Author: Anya Kathpalia

Anya Kathpalia is a 15-year-old student from New Delhi, India. Photo: Arjun C. Kathpalia

The gradual progress that Indian women have achieved at work and at home could be undermined as we stare at the COVID-19 pandemic.

First, the women who face domestic violence are worse off during the stay-at-home measures. A news report cited the National Commission for Women as saying domestic violence complaints more than doubled during the last week of March compared to the first week.

Second, the gender wage gap prevalent before the pandemic has made women more vulnerable to the coming economic recession. And the occupations that are in demand during the pandemic -- delivery services -- and those that will open up first after the lockdown ends --- such as cab services -- are dominated by men.

In these lockdown times, video conferencing, online classes and other digital platforms have allowed us to work and study from home and to enjoy entertainment and many other activities.

But women can’t benefit as much as men. The India Internet 2019 report, quoted in a news story, says the number of female internet users in the country is only half that of the number of male users. The disparity is even higher in rural areas.

For the most part, the gap is a result of deep-seated cultural barriers, particularly in rural India. A news report cited a 2017 United Nations Children’s Fund (UNICEF) report: “One village governing body in rural Rajasthan stated that girls were not to use mobile phones or social media. Another village in Uttar Pradesh banned unmarried girls from using mobile phones (and from wearing jeans).”

Men bar women from access to smartphones because they consider knowledge as a corrupting influence on the women. Patriarchies know extremely well that knowledge is power.

Before COVID-19 arrived, the women in villages would gather after the men had left for their jobs, but now with the lockdown, they are unable to do so. In addition, the self-help groups that used to be the major support systems for women have been unraveled.

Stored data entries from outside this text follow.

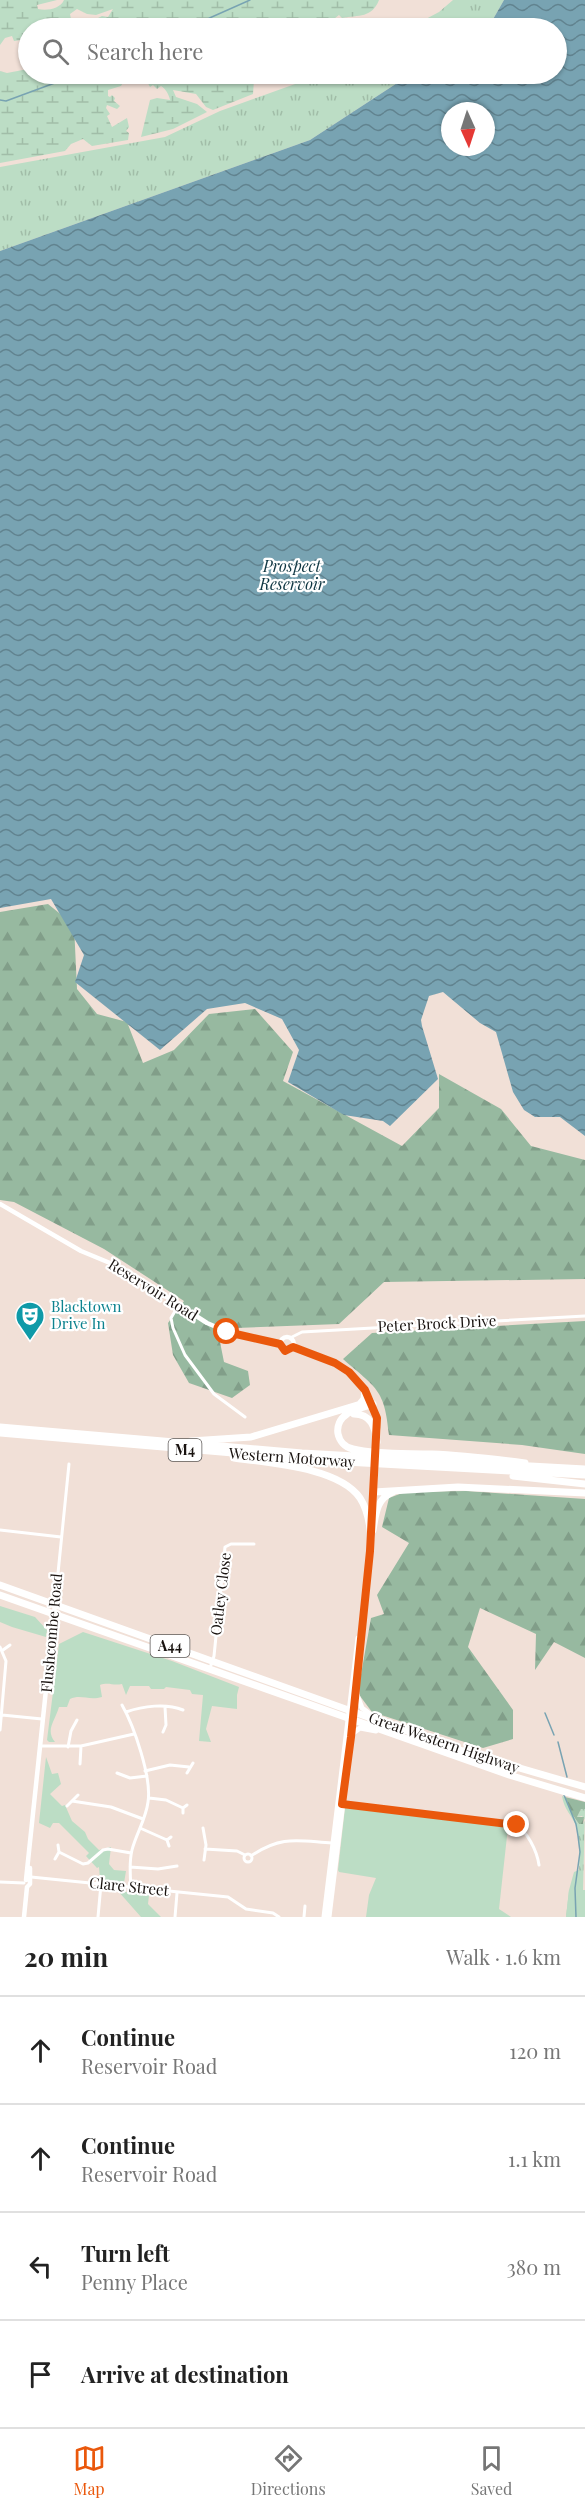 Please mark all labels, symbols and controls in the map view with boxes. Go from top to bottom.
search box [18,18,567,84]
icon: search [39,35,72,68]
text: Search here [87,36,203,66]
north arrow [441,102,495,156]
water label: Prospect Reservoir [258,555,326,594]
street label: Reservoir Road [105,1254,202,1325]
place label: Blacktown Drive In [51,1296,121,1333]
theatre icon: Blacktown Drive In [14,1300,46,1342]
street label: Peter Brock Drive [377,1310,497,1336]
route start [213,1318,239,1344]
road number: M4 [168,1439,201,1461]
street label: Western Motorway [227,1443,356,1471]
street label: Oatley Close [205,1551,235,1636]
street label: Flushcombe Road [36,1572,66,1693]
road number: A44 [150,1635,190,1657]
street label: Great Western Highway [366,1707,523,1777]
route end [503,1811,529,1837]
street label: Clare Street [88,1872,171,1900]
text: 20 min [24,1939,108,1974]
text: Walk · 1.6 km [446,1943,561,1970]
text: Continue [81,2022,175,2052]
icon: ahead [24,2034,57,2067]
text: 120 m [509,2037,561,2064]
text: Reservoir Road [81,2052,217,2079]
text: Continue [81,2130,175,2160]
icon: ahead [24,2142,57,2175]
text: 1.1 km [508,2145,561,2172]
text: Reservoir Road [81,2160,217,2187]
text: Turn left [81,2238,170,2268]
icon: left [24,2250,57,2283]
text: 380 m [507,2253,561,2280]
text: Penny Place [81,2268,188,2295]
icon: arrive [24,2358,57,2391]
text: Arrive at destination [81,2359,289,2389]
tab: Map [73,2442,106,2499]
tab: Directions [251,2442,326,2499]
tab: Saved [471,2442,512,2499]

There is now also a lot of content being circulated online that ridicules men who do household work. Many of these memes show how men have forgotten their work outside the house and what they did prior to quarantine times. Now they can only do household cleaning. Some memes show men in saris, learning how to dance.

These memes have a deep negative psychological impact. The men who were helping with household chores now see it as a challenge to their masculinity. It is as if the work was making them an object of laughter. It plays on centuries-old gender norms that a woman’s work is not worthy of a man.The Beijing Declaration says: “Equal sharing of responsibilities for the family by men and women, and a harmonious partnership between them are critical to their well-Being and that of their families as well as to the consolidation of democracy.”

Digital platforms can be great enablers as well as great inhibitors. It is what messages we want to convey and what images and memes we circulate that will determine whether our society takes 100 steps forward or 100 steps back. 

Anya Kathpalia, 15, is a public-school student in New Delhi, India. She is the founder of, a non-profit that allows women worldwide to share their success stories and inspire others. Anya has been commended by the Government’s National e-Governance Division for her efforts to promote gender equality. Anya has spoken at international conferences. As a guest speaker at the Women Economic Forum in December 2019, she talked about women and the digital platforms. She also has received the Young Leaders Creating a Better World for All award.